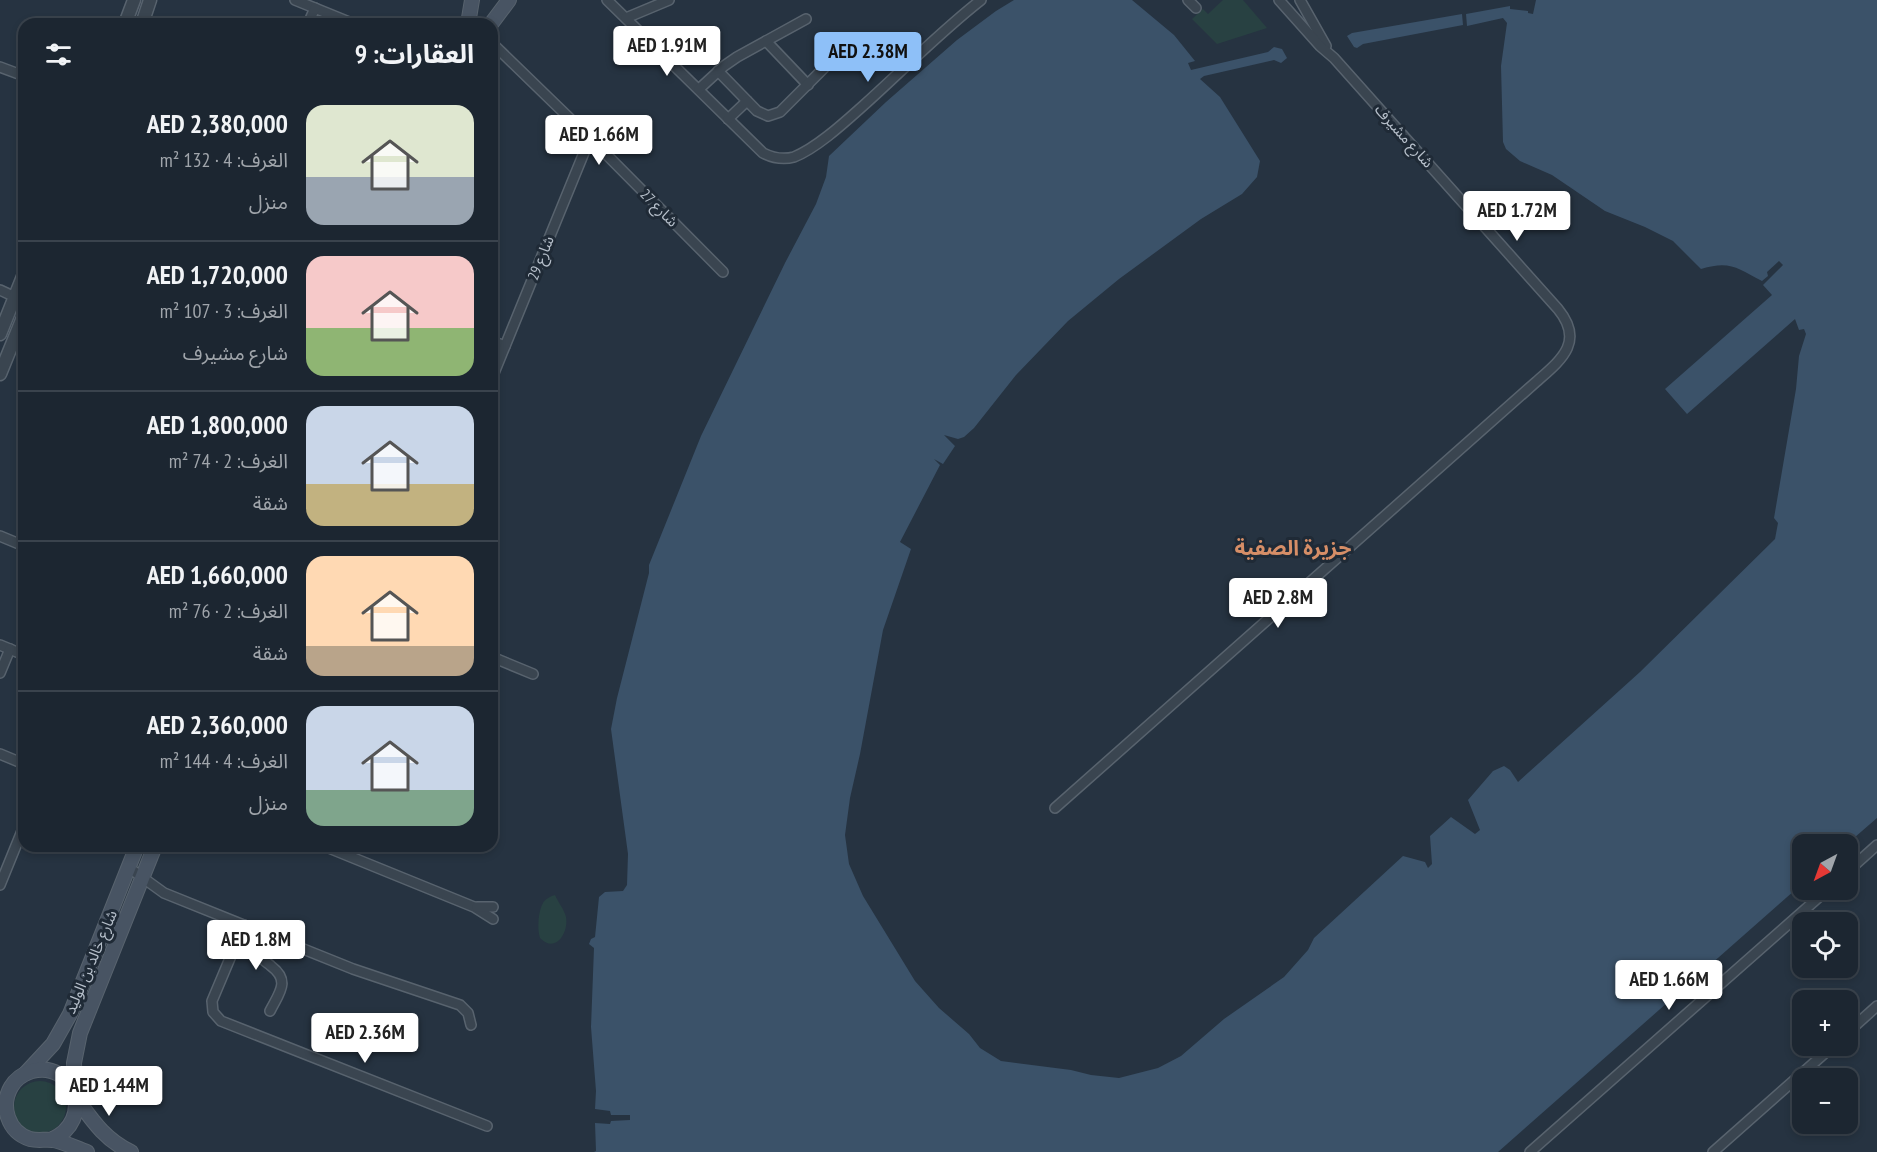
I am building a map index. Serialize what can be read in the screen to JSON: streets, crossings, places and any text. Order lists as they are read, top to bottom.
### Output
{
  "streets": {
    "main road": ["شارع خالد بن الوليد"],
    "street": ["شارع مشيرف", "شارع 27", "شارع 29"]
  },
  "crossings": [
    ["شارع 27", "شارع 29"]
  ],
  "districts": ["جزيرة الصفية"],
  "north": "bottom left",
  "page": {
    "heading": "العقارات: 9",
    "price": [
      "AED 1.91M",
      "AED 2.38M",
      "AED 1.66M",
      "AED 1.72M",
      "AED 2.8M",
      "AED 1.8M",
      "AED 1.66M",
      "AED 2.36M",
      "AED 1.44M"
    ],
    "list": [
      {
        "name": "AED 2,380,000",
        "note": "الغرف: 4 · 132 m² · منزل"
      },
      {
        "name": "AED 1,720,000",
        "note": "الغرف: 3 · 107 m² · شارع مشيرف"
      },
      {
        "name": "AED 1,800,000",
        "note": "الغرف: 2 · 74 m² · شقة"
      },
      {
        "name": "AED 1,660,000",
        "note": "الغرف: 2 · 76 m² · شقة"
      },
      {
        "name": "AED 2,360,000",
        "note": "الغرف: 4 · 144 m² · منزل"
      }
    ],
    "map_buttons": ["+", "−"]
  }
}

⁂

> To do
In your copy of the records above, include every line exactly but no pictures.

> Reply to the exercise
I am building a map index. Serialize what can be read in the screen to JSON: streets, crossings, places and any text. Order lists as they are read, top to bottom.
### Output
{
  "streets": {
    "main road": ["شارع خالد بن الوليد"],
    "street": ["شارع مشيرف", "شارع 27", "شارع 29"]
  },
  "crossings": [
    ["شارع 27", "شارع 29"]
  ],
  "districts": ["جزيرة الصفية"],
  "north": "bottom left",
  "page": {
    "heading": "العقارات: 9",
    "price": [
      "AED 1.91M",
      "AED 2.38M",
      "AED 1.66M",
      "AED 1.72M",
      "AED 2.8M",
      "AED 1.8M",
      "AED 1.66M",
      "AED 2.36M",
      "AED 1.44M"
    ],
    "list": [
      {
        "name": "AED 2,380,000",
        "note": "الغرف: 4 · 132 m² · منزل"
      },
      {
        "name": "AED 1,720,000",
        "note": "الغرف: 3 · 107 m² · شارع مشيرف"
      },
      {
        "name": "AED 1,800,000",
        "note": "الغرف: 2 · 74 m² · شقة"
      },
      {
        "name": "AED 1,660,000",
        "note": "الغرف: 2 · 76 m² · شقة"
      },
      {
        "name": "AED 2,360,000",
        "note": "الغرف: 4 · 144 m² · منزل"
      }
    ],
    "map_buttons": ["+", "−"]
  }
}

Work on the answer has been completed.